Charge is Lithium move from cathode to anode and discharge is when lithium moves from anode to cathode.Then how discharge capacity is higher than charge capacity in lithium ion half cell.
Hello Ashish,
What are the charge-discharge rates ? What technology of Li-ion are you studying ?
The measured capacity may depends on the way the half-cell has been charged prior to the measurements. That is to say:
- if the half-cell has been charged by using a CCCV protocol in the first place, it has reached a high SoC (state of charge) value, let say 100%.
- then, by discharging at constant current you may reach 5% SoC, which gives you 95% of the total capacity for this discharge.
- finally, by charging at constant current you may reach 95% SoC (because of the cut-off voltage), which gives you only 90% of the total capacity for this charge.
The temperature variations during discharging and charging may also affect the measured capacity.
I hope this answer will help you.
Regards.
Nicolas Damay
Dear Ashish,
You are right: in a lithium ion battery during charge lithium ions moves from cathode to anode and invertedly during discharge. In lithium ion half cell (as a rule with lithium foil as counter and reference electrode) charge capacity (lithiation of anode) is higher than discharge capacity (delithiation one). Irreversible losses in charge capacity (Qir = Qch – Qd) are due to the binding of lithium ions into some products taking no part in the further electrode discharge process: solid electrolyte interface (SEI) formation, irreversible capture in the electrode material surface and bulk is also possible, moreover some lithium irreversible can be captured on the surface of Cu foil (as a result of CuO/Cu2O electroreduction with formation of lithium oxides and accommodation of some lithium ions on the grain boundaries structure).
Best regards,
Dr. Kuksenko
More information is necessary to answer this question. At first, you have to be sure that it is happening repeatedly. For that, you need to do multiple experiments. Actually, Coulombic efficiency cannot be greater than unity. A maximum value is one.
Actually, Coulombic efficiency cannot be greater than unity as explained by Kuksenko. A maximum value is one.
Several possible reasons:
1. As suggested by Nicolas, your testing protocol may have great effect on the charge-discharge capacity. Conduct the test under lower rate may help you to know better of your system. You may also want to do a CV scan at extreme low rate
If you charge and discharge your anode half-cell at high C-rate, an oscillation may occur in voltage profile of discharge process, which can prolong the discharge time. This happens because the voltage reaches to its upper limit (for example 2 or 3V) in a time longer than normal time. But this will not happen at low C-rate of discharging process. The reason of this behavior is disability of Anode for delithiation at high C-rate.

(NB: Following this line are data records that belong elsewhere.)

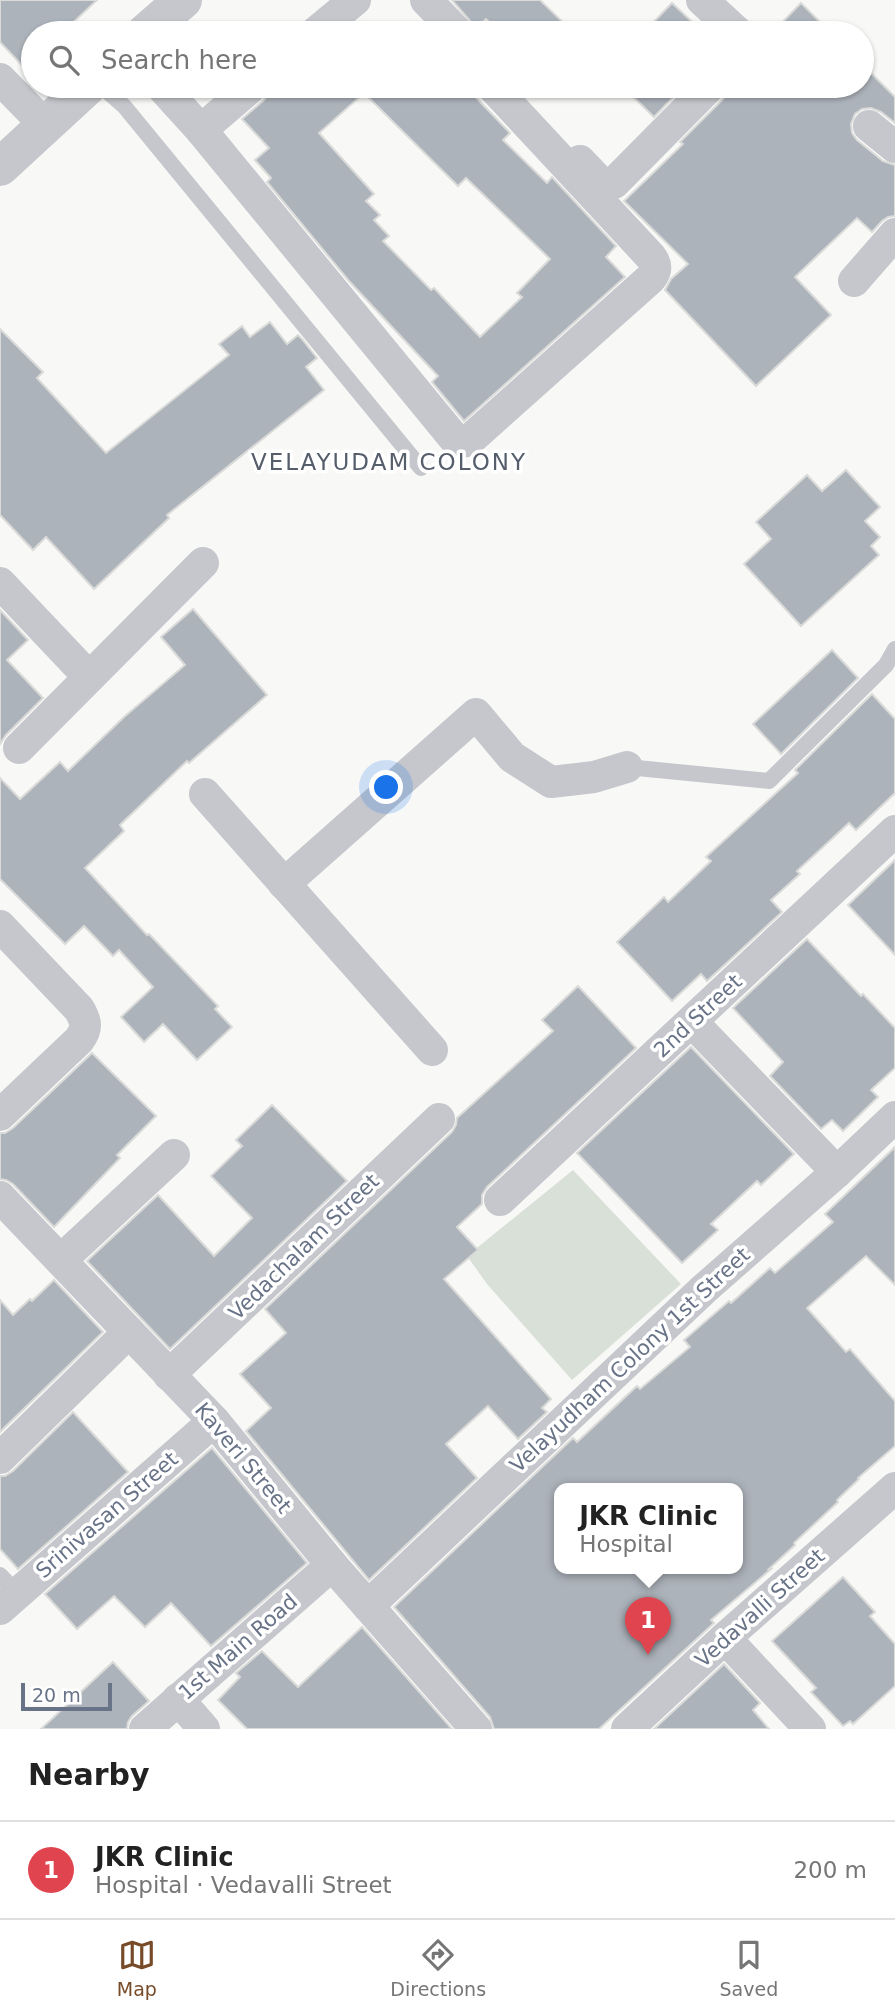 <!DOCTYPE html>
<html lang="en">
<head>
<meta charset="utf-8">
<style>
  :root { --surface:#fff; --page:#f2f2f2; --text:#222; --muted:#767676; --line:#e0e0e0; --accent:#784b28 }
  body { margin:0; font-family:"DejaVu Sans",sans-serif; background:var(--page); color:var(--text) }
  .scale { position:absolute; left:21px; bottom:18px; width:91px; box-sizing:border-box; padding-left:7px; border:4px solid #687387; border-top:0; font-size:19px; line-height:24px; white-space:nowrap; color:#687387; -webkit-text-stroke:5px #fff; paint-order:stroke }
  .you { position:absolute; left:387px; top:788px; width:24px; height:24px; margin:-18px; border:5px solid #fff; border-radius:50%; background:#1a73e8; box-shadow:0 0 0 10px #1a73e833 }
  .badge { display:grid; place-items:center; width:46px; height:46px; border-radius:50%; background:var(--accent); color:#fff; font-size:23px; font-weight:700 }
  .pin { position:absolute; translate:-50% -58px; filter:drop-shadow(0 2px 4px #0008) }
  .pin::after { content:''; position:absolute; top:37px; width:24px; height:21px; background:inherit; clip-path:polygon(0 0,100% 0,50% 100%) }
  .popup { position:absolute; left:554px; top:1483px; width:189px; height:91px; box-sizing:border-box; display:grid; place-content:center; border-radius:14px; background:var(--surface); filter:drop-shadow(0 2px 5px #0005); font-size:23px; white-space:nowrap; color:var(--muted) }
  .popup b { font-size:26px; color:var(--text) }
  .popup::after { content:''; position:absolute; left:50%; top:100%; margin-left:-14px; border:14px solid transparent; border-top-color:var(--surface) }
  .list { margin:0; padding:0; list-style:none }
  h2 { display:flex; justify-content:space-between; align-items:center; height:91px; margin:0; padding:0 28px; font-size:30px }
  h2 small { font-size:23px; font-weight:400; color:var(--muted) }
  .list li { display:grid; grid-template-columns:46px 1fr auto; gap:21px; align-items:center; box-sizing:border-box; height:98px; padding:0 28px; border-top:2px solid var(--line) }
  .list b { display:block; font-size:26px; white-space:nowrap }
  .list p { margin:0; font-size:23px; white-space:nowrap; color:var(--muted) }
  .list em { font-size:23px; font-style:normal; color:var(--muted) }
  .icon { flex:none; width:38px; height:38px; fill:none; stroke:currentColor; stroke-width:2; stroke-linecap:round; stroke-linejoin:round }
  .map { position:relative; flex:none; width:895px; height:1729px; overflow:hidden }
  .search { position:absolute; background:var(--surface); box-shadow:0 2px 5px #0004; left:21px; right:21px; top:21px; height:77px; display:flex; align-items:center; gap:18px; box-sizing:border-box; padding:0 24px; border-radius:38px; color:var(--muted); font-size:26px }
  .sheet { height:189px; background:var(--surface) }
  nav { display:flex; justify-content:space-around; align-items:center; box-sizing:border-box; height:98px; border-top:2px solid var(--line); background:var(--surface); font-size:19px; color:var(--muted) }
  nav a { display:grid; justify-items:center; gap:4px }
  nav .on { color:var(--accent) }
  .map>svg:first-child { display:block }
</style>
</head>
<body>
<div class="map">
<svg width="895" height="1729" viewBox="0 0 895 1729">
  <rect width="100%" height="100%" fill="#f8f9f7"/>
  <path fill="#d9e0d8" d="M 573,1170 L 681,1284 L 572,1380 L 487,1284 L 467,1256 Z"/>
  <g fill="#adb3bb" stroke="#dadbd9" stroke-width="2" fill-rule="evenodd">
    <path d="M 0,0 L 97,0 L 62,33 L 33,33 L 33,77 L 0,42 Z"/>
    <path d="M 452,0 L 540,0 L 574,33 L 501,33 L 486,19 L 476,28 Z"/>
    <path d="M 672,3 L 704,33 L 643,33 Z"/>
    <path d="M 801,3 L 831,33 L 772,33 Z"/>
    <path d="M 862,64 L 895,97 L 895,123 L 881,112 L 871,108 L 862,109 L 855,114 L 851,124 L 852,133 L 857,140 L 883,161 L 895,165 L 895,216 L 888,217 L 882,221 L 872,232 L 857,218 L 795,277 L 831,315 L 756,386 L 665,290 L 671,279 L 688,264 L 624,201 L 683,144 L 680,142 L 723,99 L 728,91 L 728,86 L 862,86 Z"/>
    <path d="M 274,86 L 465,86 L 510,133 L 503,140 L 547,183 L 552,177 L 616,246 L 606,257 L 625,277 L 464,421 L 432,382 L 438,376 L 349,281 L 267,182 L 271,178 L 255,160 L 269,148 L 242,119 L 264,100 ZM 364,93 L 458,186 L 466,178 L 550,259 L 517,293 L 522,297 L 480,337 L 434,288 L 431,290 L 383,241 L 389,236 L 374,220 L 380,215 L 366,201 L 374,194 L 319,133 Z"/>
    <path d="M 622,86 L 684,86 L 654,117 Z"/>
    <path d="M 270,322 L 287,344 L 298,335 L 302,339 L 317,358 L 306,367 L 324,390 L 167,515 L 169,518 L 94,589 L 46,537 L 33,550 L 0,515 L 0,329 L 43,372 L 37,378 L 106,453 L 229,355 L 219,344 L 242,326 L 250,337 Z"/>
    <path d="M 846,470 L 880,507 L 865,521 L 880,537 L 871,546 L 879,555 L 801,626 L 744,564 L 771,539 L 756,522 L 807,475 L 822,491 Z"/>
    <path d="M 193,609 L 267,695 L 189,763 L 187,761 L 120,825 L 124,831 L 85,868 L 147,935 L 149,934 L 218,1006 L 215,1009 L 232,1027 L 197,1060 L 163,1024 L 144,1042 L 121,1017 L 153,987 L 119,950 L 113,956 L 84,926 L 65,944 L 0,879 L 0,778 L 20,799 L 60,762 L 68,771 L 124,717 L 185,665 L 161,637 Z"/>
    <path d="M 0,610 L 28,640 L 7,660 L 43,698 L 6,735 L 0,744 Z"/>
    <path d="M 832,650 L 858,678 L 781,754 L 753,724 Z"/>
    <path d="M 872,694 L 895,719 L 895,793 L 856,830 L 849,823 L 797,871 L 800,874 L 771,900 L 782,912 L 707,981 L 701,974 L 672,1001 L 617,942 L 664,897 L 668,902 L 711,861 L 706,857 L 798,773 L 795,770 Z"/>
    <path d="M 895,860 L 895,955 L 848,905 Z"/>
    <path d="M 807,939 L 861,996 L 863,994 L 895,1028 L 895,1068 L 871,1090 L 878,1097 L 843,1131 L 832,1120 L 821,1129 L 770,1076 L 783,1062 L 733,1008 Z"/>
    <path d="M 578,986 L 636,1048 L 487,1187 L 482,1195 L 482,1204 L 457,1227 L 478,1250 L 444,1279 L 551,1399 L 542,1408 L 547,1412 L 518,1439 L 488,1406 L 446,1444 L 477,1478 L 369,1580 L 246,1431 L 271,1408 L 240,1374 L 286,1333 L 265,1309 L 452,1132 L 456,1125 L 457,1118 L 553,1031 L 542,1020 Z"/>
    <path d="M 691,1047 L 794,1154 L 761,1185 L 757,1181 L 711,1224 L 718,1230 L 682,1263 L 577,1153 Z"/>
    <path d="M 92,1053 L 156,1116 L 117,1155 L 120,1158 L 54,1227 L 13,1184 L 6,1180 L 0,1179 L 0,1133 L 5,1133 L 13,1128 Z"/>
    <path d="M 272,1105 L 347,1181 L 170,1349 L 87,1261 L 158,1195 L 214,1256 L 252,1218 L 211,1176 L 242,1146 L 236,1140 Z"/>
    <path d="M 895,1147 L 895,1285 L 866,1256 L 807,1308 L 846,1352 L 850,1349 L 895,1401 L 895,1446 L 858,1478 L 859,1479 L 837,1500 L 838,1502 L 794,1543 L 795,1545 L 769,1569 L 771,1569 L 711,1620 L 714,1623 L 599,1729 L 494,1729 L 490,1717 L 394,1607 L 573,1438 L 577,1442 L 637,1386 L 640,1389 L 690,1347 L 684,1340 L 729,1301 L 731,1303 L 770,1268 L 775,1273 L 833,1222 L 825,1214 ZM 559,1489 L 737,1489 L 737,1569 L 559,1569 Z"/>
    <path d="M 54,1280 L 103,1332 L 0,1432 L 0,1300 L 13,1315 L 30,1299 L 32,1301 Z"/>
    <path d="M 73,1412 L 128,1472 L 18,1569 L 0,1549 L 0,1476 L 5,1476 L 13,1471 Z"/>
    <path d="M 212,1448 L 307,1563 L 211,1646 L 171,1603 L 145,1627 L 114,1596 L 77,1629 L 45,1594 Z"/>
    <path d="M 843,1577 L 875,1612 L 870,1616 L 895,1644 L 895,1686 L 853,1724 L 850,1721 L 843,1726 L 811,1692 L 816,1688 L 772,1641 Z"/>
    <path d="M 362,1627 L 452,1729 L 247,1729 L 218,1700 L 240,1677 L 236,1673 L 262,1651 L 298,1687 Z"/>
    <path d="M 113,1662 L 149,1701 L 132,1716 L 128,1722 L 127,1729 L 41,1729 Z"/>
    <path d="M 724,1664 L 760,1703 L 753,1710 L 769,1729 L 654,1729 Z"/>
  </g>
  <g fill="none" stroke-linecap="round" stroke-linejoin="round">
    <g stroke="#c5c7cc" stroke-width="16">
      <path d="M 101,86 L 124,106 L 421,468"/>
      <path d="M 627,767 L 769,781 L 886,665 L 895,649"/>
      <path d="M 0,1575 L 17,1593"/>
    </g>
    <g stroke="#c5c7cc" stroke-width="32">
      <path d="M 426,0 L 458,33"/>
      <path d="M 702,0 L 738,33"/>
      <path d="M 315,33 L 355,0"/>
      <path d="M 0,79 L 46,126"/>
      <path d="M 161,86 L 201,130 L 458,443 L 467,441 L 474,436 L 651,278 C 657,270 657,265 651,257 L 492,86"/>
      <path d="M 869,126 L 895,147"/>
      <path d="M 201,130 L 252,86"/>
      <path d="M 580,161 L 602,184 L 614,183 L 710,86"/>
      <path d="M 854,281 L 895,234"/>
      <path d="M 0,583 L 89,677"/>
      <path d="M 19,748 L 203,563"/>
      <path d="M 205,794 L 432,1050"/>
      <path d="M 284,884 L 476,714 L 512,757 L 551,782 L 594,777 L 627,767"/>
      <path d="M 0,926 L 79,1009 C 86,1021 88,1028 79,1040 L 0,1115"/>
      <path d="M 692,1022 L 837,1172"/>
      <path d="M 0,1197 L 214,1421 L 332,1565 L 476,1729"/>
      <path d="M 500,1200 L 895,831"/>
      <path d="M 61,1260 L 174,1155"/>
      <path d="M 169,1375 L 439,1119"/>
      <path d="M 0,1458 L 129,1332"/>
      <path d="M 368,1606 L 704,1289 L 837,1172 L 895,1117"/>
      <path d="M 0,1609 L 214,1421"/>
      <path d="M 725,1638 L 810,1729"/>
      <path d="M 178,1699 L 204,1729"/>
      <path d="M 145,1729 L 332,1565"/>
      <path d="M 627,1729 L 725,1638 L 895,1488"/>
    </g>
    <g stroke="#c5c7cc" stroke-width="38">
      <path d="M 145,33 L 183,0"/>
      <path d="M 0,167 L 88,86"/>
    </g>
  </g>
  <g text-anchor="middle" stroke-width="7" stroke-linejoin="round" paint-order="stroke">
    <g font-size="21" fill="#687387" stroke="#fff">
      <text transform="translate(698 1016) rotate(-43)" y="7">2nd Street</text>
      <text transform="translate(304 1247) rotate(-44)" y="7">Vedachalam Street</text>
      <text transform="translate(630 1360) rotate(-43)" y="7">Velayudham Colony 1st Street</text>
      <text transform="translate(243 1458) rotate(50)" y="7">Kaveri Street</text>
      <text transform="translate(107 1515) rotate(-41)" y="7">Srinivasan Street</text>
      <text transform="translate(760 1608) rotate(-42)" y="7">Vedavalli Street</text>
      <text transform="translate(238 1647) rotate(-41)" y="7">1st Main Road</text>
    </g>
    <g font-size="23" letter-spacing="2" fill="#565e6c" stroke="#fff">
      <text x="389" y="470">VELAYUDAM COLONY</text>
    </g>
  </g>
</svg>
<div class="scale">20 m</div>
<div class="you"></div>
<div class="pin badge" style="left:648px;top:1655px;background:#e0444e">1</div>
<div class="popup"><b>JKR Clinic</b>Hospital</div>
<div class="search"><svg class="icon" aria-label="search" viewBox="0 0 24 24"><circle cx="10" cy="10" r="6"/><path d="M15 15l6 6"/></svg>Search here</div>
</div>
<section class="sheet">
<h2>Nearby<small></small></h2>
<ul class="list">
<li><span class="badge" style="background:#e0444e">1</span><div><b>JKR Clinic</b><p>Hospital · Vedavalli Street</p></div><em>200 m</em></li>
</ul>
</section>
<nav>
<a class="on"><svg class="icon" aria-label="map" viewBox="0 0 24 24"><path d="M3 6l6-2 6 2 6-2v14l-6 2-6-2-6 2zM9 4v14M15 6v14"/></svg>Map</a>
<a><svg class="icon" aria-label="directions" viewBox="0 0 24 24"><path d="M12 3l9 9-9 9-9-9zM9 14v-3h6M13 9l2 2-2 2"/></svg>Directions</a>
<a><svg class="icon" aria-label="saved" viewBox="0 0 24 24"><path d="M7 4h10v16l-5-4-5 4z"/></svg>Saved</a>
</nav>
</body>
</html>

We did some rate-performance experiments on anode at different c-rate and we observed that the charge capacity of the anode (delithiation) is higher than the charge capacity (lithiation) at low c-rate. The charge and discharge capacities of the anode are the same at high c-rate. Any comment? Do you have any reference to cite for this observation?
Best regards
In a half-cell set up the Li chip is always negative and your material is always positive (regardless of it being graphite, NMC, silicon).
From a thermodynamics point of view, in a half cell, lithium ions spontaneously want to lithiate your material. It means that once they do the potential decreases.
So decrease in potential = lithiation
and
increase in potential = delithiation
So discharge means lithiation of your working electrode material and charge delithiation of the working electrode material.